In the sentiment analysis, each tweets will get an emotion score. The ‘Syuzhet’ package breaks the emotion into 10 different emotions: anger, anticipation, disgust, fear, joy, sadness, surprise, trust, negative and positive. Each tweet will be evaluated by these 10 emotions and then assigned a sum score.
# Turn tweets text into vector.
tweets.df <- as.vector(tweets.final$text)
# Getting emotion score for each tweet.
tweets.emotion <- get_nrc_sentiment(tweets.df)

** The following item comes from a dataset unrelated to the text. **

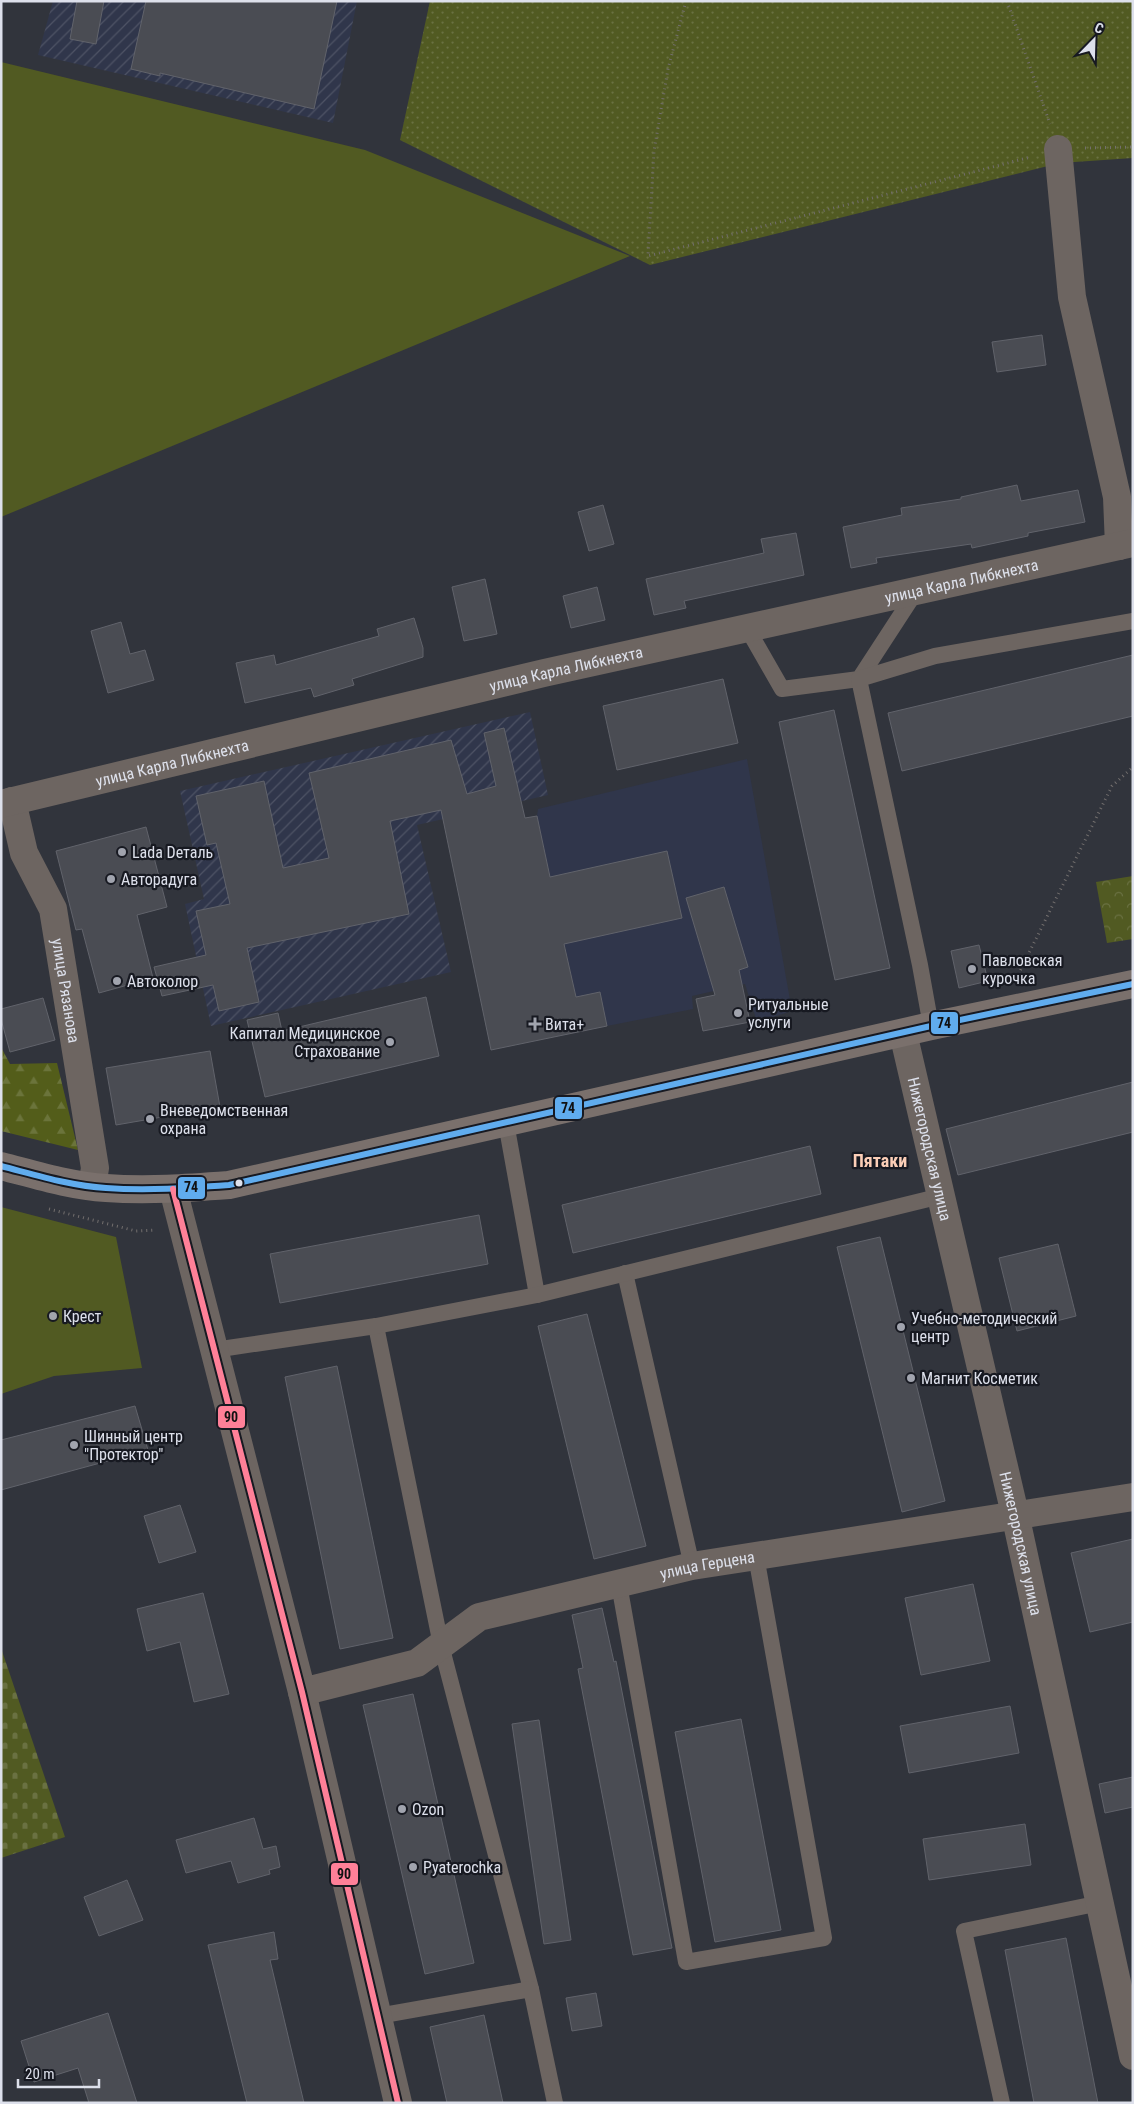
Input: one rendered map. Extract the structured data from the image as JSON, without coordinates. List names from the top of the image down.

tweets.emotion <- cbind(tweets.final, tweets.emotion)
head(tweets.emotion)
## topics.tweetsLDA. doc_id
## 1 26 61
## 2 26 62
## 3 26 512
## 4 26 719
## 5 26 786
## 6 26 865
## text
## 1 i am struck by schiffs attempt to characterize s conversation with zelensky as a demand i
## 2 we all have the transcript of the call schiff is asking vindman to describe for us we can all read it because the whit
## 3 there is serious work to get done on behalf of this countryand congressional democrats are blatantly ignoring it
## 4 general michael flynns attorney is demanding that charges be immediately dropped after they found that fbi agents manipulated records against him they say that james clapper told a reporter to take a kill shot at flynn this has been a complete setup of michael flynn
## 5 democrats are trying to deny republican members of congress access to schiffs secret impeachment proceedings what are t
## 6 doral in miami would have been the best place to hold the gand free but too much heat from the do nothing radical left democrats their partner the fake news media im surprised that they allow me to give up my plus ial salary well find someplace else
## date hour anger anticipation disgust fear joy sadness surprise trust
## 1 11/19/2019 18 1 1 0 0 0 0 0 0
## 2 11/19/2019 18 0 0 0 0 0 0 0 1
## 3 11/2/2019 21 0 0 0 0 0 0 0 0
## 4 10/26/2019 11 2 1 0 3 1 2 1 4
## 5 10/23/2019 17 1 0 1 0 0 0 0 2
## 6 10/21/2019 13 0 1 0 0 1 0 1 1
## negative positive
## 1 1 0
## 2 0 0
## 3 0 0
## 4 4 5
## 5 2 0
## 6 1 2
# Getting sentiment score for each tweet.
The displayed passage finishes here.